CRITICAL NOTES by Luciano Caprile

Life can be narrated through the material that is manipulated, that is recovered so that nothing is left to chance, or in order to force chance to become a story, a story of gestures that do not know the future but anticipate it by leaving traces, retrieving the past to make it part of the present.

Thus Guido Profumo continues and expands an artistic research fuelled by inner scrutiny, while his hands are engaged in reactivating the meaning of a creative project developed by a vortex that turns around a nucleus and seems intent on squeezing the meaning of existence out of negligible things, remnants, from a living experience that unites us and, in this way, returns to play the role of protagonist.

Protagonism referred to transformation: thus the discarded element becomes a pretext and a clue to a future that is to be deciphered, step by step, revelation after revelation. This appears to be the deepest meaning of life that is renewed by grinding itself.

Heraclitus’ “panta rhei” (or ‘all flows’) may thus be re-proposed here as ‘all is transformed’.

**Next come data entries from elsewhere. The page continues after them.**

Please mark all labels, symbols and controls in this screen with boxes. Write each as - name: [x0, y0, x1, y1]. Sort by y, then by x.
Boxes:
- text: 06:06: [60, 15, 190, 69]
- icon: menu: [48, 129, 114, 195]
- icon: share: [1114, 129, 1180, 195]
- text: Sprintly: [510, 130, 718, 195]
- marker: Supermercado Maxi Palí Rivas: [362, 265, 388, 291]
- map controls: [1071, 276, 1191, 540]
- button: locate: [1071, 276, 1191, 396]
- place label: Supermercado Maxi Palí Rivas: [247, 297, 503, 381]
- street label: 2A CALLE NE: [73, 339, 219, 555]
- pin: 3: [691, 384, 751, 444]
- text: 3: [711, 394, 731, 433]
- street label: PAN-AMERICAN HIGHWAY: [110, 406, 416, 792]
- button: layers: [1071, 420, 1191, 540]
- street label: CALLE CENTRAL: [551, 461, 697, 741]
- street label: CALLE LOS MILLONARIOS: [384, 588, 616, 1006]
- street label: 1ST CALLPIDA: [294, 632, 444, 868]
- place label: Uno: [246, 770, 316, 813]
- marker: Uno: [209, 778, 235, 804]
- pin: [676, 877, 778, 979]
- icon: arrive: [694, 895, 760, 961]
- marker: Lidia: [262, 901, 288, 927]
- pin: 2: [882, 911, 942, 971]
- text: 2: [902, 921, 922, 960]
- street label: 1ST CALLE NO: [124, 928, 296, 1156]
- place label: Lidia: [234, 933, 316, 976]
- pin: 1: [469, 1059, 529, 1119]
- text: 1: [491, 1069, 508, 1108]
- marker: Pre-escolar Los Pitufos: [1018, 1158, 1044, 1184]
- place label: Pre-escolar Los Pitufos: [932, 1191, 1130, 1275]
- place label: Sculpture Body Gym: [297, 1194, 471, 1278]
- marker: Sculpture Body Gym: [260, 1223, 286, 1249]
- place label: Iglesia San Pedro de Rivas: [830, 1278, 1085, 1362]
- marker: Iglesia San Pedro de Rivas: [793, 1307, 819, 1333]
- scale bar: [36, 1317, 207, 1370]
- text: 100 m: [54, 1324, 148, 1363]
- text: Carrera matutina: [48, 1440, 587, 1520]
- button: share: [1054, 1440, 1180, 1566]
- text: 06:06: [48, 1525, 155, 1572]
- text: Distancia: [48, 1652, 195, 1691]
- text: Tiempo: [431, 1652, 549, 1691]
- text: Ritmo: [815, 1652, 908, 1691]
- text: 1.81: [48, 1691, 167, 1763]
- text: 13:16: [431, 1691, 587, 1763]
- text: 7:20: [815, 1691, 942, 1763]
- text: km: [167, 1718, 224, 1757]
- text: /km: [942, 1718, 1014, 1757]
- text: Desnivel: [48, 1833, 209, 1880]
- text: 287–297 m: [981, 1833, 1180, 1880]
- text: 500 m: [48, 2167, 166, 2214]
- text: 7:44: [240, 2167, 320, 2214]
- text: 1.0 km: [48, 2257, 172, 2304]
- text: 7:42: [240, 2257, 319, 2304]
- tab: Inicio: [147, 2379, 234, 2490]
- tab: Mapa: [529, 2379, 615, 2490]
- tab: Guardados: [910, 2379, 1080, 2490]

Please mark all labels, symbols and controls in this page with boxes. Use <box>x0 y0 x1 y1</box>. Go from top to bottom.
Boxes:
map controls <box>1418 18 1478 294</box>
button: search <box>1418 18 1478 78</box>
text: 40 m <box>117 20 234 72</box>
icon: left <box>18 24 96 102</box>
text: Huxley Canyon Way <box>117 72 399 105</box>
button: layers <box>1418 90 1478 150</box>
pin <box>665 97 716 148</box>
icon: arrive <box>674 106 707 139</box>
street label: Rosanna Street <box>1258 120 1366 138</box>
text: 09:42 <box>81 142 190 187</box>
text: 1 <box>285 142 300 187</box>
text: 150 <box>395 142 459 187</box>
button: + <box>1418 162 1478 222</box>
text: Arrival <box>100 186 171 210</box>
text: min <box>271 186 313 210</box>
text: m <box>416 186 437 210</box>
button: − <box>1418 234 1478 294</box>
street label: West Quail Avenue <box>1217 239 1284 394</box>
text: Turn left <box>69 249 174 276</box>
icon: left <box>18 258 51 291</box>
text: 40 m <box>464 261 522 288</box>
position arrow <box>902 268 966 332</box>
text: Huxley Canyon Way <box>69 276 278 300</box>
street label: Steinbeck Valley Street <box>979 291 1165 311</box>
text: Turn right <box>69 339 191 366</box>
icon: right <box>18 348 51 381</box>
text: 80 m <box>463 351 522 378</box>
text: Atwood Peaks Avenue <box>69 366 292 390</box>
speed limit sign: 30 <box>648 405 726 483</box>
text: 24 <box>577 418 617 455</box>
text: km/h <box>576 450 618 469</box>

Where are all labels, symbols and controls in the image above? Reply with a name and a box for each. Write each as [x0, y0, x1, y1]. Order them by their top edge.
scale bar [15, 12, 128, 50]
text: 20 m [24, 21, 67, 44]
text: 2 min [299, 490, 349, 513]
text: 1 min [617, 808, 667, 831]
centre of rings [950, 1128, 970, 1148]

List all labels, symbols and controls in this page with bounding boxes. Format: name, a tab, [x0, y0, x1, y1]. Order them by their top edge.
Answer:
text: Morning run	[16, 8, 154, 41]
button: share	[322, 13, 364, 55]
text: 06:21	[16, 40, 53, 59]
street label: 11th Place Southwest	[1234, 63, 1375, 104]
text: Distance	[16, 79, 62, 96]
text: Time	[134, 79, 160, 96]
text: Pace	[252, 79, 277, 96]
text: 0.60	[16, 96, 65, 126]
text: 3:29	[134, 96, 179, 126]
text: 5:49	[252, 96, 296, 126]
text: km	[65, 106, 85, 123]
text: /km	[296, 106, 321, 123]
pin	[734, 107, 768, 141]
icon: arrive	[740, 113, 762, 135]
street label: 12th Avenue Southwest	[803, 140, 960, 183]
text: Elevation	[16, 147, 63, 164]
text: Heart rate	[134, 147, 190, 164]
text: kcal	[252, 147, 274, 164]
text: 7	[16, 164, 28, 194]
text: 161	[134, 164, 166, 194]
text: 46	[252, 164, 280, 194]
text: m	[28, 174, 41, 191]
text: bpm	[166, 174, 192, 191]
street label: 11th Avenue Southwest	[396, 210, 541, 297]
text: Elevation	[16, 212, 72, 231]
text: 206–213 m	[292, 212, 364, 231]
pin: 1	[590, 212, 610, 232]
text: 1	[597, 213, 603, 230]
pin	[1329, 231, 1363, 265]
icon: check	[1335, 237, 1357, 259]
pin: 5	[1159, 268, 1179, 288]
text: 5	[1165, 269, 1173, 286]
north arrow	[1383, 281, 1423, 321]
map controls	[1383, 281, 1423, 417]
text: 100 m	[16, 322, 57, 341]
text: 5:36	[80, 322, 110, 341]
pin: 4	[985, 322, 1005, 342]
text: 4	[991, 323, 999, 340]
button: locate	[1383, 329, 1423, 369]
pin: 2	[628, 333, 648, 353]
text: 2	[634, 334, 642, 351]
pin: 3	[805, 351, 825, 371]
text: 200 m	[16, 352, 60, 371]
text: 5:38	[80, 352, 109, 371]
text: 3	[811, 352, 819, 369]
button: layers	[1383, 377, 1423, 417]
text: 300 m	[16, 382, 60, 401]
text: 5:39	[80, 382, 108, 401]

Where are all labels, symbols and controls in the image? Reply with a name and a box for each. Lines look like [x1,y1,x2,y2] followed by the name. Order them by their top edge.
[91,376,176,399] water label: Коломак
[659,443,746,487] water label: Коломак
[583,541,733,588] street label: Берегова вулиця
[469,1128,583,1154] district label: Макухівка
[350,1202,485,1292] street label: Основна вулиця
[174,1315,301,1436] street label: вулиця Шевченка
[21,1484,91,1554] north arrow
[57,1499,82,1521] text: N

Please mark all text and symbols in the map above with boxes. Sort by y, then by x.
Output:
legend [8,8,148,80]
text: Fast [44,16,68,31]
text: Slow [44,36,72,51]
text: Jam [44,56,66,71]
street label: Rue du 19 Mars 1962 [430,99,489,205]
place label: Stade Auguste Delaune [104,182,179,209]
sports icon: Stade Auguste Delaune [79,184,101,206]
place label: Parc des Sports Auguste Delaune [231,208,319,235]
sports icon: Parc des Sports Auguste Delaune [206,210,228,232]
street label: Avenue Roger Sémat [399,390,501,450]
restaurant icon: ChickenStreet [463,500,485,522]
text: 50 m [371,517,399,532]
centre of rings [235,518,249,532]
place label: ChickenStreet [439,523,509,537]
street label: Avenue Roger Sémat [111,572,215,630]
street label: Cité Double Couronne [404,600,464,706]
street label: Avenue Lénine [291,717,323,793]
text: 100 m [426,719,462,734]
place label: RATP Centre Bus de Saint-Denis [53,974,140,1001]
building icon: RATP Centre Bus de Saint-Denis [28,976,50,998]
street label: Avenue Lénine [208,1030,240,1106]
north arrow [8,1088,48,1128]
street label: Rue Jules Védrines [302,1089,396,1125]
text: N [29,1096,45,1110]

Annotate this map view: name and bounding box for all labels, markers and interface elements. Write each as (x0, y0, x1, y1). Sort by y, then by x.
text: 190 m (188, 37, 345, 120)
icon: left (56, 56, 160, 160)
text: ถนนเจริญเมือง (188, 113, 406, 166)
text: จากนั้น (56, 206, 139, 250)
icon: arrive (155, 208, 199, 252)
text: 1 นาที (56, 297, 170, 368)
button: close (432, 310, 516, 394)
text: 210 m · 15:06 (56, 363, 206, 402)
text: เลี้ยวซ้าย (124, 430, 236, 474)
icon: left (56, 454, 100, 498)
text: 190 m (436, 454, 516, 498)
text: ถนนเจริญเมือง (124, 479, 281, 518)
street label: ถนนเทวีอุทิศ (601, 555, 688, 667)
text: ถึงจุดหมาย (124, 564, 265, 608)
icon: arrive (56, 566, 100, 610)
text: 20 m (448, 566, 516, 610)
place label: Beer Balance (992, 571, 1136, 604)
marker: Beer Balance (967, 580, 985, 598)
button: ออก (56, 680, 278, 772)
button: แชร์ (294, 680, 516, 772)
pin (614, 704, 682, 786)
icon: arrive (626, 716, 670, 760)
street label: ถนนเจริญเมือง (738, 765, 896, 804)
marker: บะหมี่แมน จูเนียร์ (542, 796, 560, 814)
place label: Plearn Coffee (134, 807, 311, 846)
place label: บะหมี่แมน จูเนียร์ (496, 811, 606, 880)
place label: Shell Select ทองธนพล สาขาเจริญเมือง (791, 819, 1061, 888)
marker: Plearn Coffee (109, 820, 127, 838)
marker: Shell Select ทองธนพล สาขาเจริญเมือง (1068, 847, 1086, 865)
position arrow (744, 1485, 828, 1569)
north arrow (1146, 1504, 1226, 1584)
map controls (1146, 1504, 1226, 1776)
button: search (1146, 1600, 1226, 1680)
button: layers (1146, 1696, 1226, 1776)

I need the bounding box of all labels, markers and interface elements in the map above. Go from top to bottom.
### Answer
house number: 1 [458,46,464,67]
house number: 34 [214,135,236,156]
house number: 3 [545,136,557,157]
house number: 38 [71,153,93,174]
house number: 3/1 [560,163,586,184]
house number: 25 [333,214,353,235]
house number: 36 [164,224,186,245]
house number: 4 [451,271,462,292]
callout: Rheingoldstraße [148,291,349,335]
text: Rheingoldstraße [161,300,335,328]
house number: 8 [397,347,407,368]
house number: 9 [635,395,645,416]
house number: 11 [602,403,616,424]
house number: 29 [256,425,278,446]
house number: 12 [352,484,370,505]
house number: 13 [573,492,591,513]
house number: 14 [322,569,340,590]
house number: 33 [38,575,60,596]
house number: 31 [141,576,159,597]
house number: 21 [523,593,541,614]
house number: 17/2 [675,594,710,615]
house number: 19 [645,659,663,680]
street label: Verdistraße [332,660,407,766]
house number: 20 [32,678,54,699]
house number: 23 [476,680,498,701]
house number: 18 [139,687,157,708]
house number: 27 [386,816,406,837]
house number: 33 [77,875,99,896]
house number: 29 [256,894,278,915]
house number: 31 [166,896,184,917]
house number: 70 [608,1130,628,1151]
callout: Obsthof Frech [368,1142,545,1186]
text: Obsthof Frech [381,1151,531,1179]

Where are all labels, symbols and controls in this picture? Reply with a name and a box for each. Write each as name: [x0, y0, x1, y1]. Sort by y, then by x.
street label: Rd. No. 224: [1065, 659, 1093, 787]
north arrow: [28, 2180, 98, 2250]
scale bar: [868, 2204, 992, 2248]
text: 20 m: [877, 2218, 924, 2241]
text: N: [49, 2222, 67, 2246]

Profumo, therefore, focuses on recovering things that surround him and in varying degrees relate to him, and it does not matter if they have also been used by others because the form of expression he has adopted (i.e. that which enables him to transform these things into essential elements of a perpetually evolving story) translates into an immediate act of possession and identification.

The rotating movement that squeezes and grinds his expressive intentions emerges from the wooden base that seems to absorb and thus reject the sense of a practice that portrays the image of inner torment and expressive desire which are destined to transcend the material itself.

His works are walls which exude a sense of physical and mental passage. As a result, the colours that characterise the image become the temporary relief of a wound or the wound itself, proposed as an ostensory element.

In his work, Profumo speaks of “subtraction” as an extreme attempt at learning through the obsession of a synthesis which, however, proposes continual, repeatable questions. This is the same, in fact, as we find in Antoni Tàpies’ tormented ‘walls’ or Alberto Burri’s disturbing ‘sacks’ hurling into an abyss of existential questions.

For his choice of expression, however, the artist pays a price, sharing the same fate as all those who refuse to limit themselves to merely contemplating the compositional result, preferring to focus on the substance of such a choice. To lose oneself for the purpose of finding oneself again seems to be the common destiny.

Moreover, a sense of elementary narration cannot be deduced by simply following the trail of sawdust that creates emerging tactile flowerings on the surface of the work, or the rivulets of colour which may perhaps trace a debatable idea of ​​escape.

Neither do the modulated pictorial rhythms provide easy opportunities for salvation.

Contemplation, as we have said, is not needed, or perhaps it would be more correct to say that contemplation serves only as an illusionary moment of consolation.

This may be enough for those who are willing to make do, but it is not enough for Profumo, to perceptively seeks out what people do not want to see, what they tend to disregard or eliminate due to a sense of discomfort, because the memory of what is rejected resembles too closely an accusation, perhaps against oneself.

Profumo’s wheel, therefore, grinds things and time by renewing the torment of everyday life and re-proposing the widened, incommensurable margin of the expectation of what is to come. Thus the “breaking out of the traditional mould” that the artist refers to itself becomes a proposal or a promise regarding the future of the laborious path of the panels.

This is a future that rests on metamorphosis and, therefore, is gradually perceived and anticipated as it unfolds, measuring steps and actions along the traces left by the consumption and regeneration of the elements that are ours and shall remain so even after their abandonment.

Paraphrasing Luigi Pirandello, therefore, we might say, “such is life, even if you do not think so”.